TO DO: Copy out all the entries below, word for word.

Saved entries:
┌────────
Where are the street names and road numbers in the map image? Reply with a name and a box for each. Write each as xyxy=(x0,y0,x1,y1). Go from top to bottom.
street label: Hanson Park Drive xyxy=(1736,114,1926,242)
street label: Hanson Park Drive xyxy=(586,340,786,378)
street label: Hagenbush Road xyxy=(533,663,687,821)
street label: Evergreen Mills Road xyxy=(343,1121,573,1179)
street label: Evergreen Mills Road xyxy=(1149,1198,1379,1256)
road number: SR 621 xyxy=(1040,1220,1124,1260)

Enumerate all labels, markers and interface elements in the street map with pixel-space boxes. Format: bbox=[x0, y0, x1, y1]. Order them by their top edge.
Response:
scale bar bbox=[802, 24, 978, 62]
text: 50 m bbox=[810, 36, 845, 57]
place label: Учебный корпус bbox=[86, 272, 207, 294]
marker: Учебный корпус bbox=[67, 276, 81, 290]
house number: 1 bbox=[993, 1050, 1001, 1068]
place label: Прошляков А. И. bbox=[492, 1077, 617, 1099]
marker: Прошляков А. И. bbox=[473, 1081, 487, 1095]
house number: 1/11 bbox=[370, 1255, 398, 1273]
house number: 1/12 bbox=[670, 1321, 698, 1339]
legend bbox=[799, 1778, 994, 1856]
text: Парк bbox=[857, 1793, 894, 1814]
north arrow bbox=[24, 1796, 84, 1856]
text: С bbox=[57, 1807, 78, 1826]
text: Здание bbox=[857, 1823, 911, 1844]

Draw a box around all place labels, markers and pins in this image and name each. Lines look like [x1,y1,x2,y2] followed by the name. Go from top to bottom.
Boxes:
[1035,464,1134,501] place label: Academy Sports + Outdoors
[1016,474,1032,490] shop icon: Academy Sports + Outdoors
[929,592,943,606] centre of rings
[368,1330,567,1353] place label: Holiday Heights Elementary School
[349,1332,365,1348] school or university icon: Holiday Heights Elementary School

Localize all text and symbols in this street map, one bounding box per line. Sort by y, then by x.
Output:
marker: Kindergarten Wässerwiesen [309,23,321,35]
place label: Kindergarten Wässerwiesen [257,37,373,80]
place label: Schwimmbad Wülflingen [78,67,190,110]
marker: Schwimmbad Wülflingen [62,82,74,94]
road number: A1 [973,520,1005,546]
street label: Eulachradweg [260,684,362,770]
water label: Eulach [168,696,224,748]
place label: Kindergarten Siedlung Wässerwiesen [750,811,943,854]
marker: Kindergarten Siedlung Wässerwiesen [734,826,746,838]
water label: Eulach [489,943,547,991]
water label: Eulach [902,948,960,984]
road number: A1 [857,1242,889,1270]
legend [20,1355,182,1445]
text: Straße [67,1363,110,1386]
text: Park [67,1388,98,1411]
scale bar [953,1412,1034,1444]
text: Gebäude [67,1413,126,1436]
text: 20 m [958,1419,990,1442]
└────────
OUTPUT FOR THIS EXERCISE:
Where are the street names and road numbers in the map image? Reply with a name and a box for each. Write each as xyxy=(x0,y0,x1,y1). Go from top to bottom.
street label: Hanson Park Drive xyxy=(1736,114,1926,242)
street label: Hanson Park Drive xyxy=(586,340,786,378)
street label: Hagenbush Road xyxy=(533,663,687,821)
street label: Evergreen Mills Road xyxy=(343,1121,573,1179)
street label: Evergreen Mills Road xyxy=(1149,1198,1379,1256)
road number: SR 621 xyxy=(1040,1220,1124,1260)

Enumerate all labels, markers and interface elements in the street map with pixel-space boxes. Format: bbox=[x0, y0, x1, y1]. Order them by their top edge.
Response:
scale bar bbox=[802, 24, 978, 62]
text: 50 m bbox=[810, 36, 845, 57]
place label: Учебный корпус bbox=[86, 272, 207, 294]
marker: Учебный корпус bbox=[67, 276, 81, 290]
house number: 1 bbox=[993, 1050, 1001, 1068]
place label: Прошляков А. И. bbox=[492, 1077, 617, 1099]
marker: Прошляков А. И. bbox=[473, 1081, 487, 1095]
house number: 1/11 bbox=[370, 1255, 398, 1273]
house number: 1/12 bbox=[670, 1321, 698, 1339]
legend bbox=[799, 1778, 994, 1856]
text: Парк bbox=[857, 1793, 894, 1814]
north arrow bbox=[24, 1796, 84, 1856]
text: С bbox=[57, 1807, 78, 1826]
text: Здание bbox=[857, 1823, 911, 1844]

Draw a box around all place labels, markers and pins in this image and name each. Lines look like [x1,y1,x2,y2] followed by the name. Go from top to bottom.
Boxes:
[1035,464,1134,501] place label: Academy Sports + Outdoors
[1016,474,1032,490] shop icon: Academy Sports + Outdoors
[929,592,943,606] centre of rings
[368,1330,567,1353] place label: Holiday Heights Elementary School
[349,1332,365,1348] school or university icon: Holiday Heights Elementary School

Localize all text and symbols in this street map, one bounding box per line. Sort by y, then by x.
Output:
marker: Kindergarten Wässerwiesen [309,23,321,35]
place label: Kindergarten Wässerwiesen [257,37,373,80]
place label: Schwimmbad Wülflingen [78,67,190,110]
marker: Schwimmbad Wülflingen [62,82,74,94]
road number: A1 [973,520,1005,546]
street label: Eulachradweg [260,684,362,770]
water label: Eulach [168,696,224,748]
place label: Kindergarten Siedlung Wässerwiesen [750,811,943,854]
marker: Kindergarten Siedlung Wässerwiesen [734,826,746,838]
water label: Eulach [489,943,547,991]
water label: Eulach [902,948,960,984]
road number: A1 [857,1242,889,1270]
legend [20,1355,182,1445]
text: Straße [67,1363,110,1386]
text: Park [67,1388,98,1411]
scale bar [953,1412,1034,1444]
text: Gebäude [67,1413,126,1436]
text: 20 m [958,1419,990,1442]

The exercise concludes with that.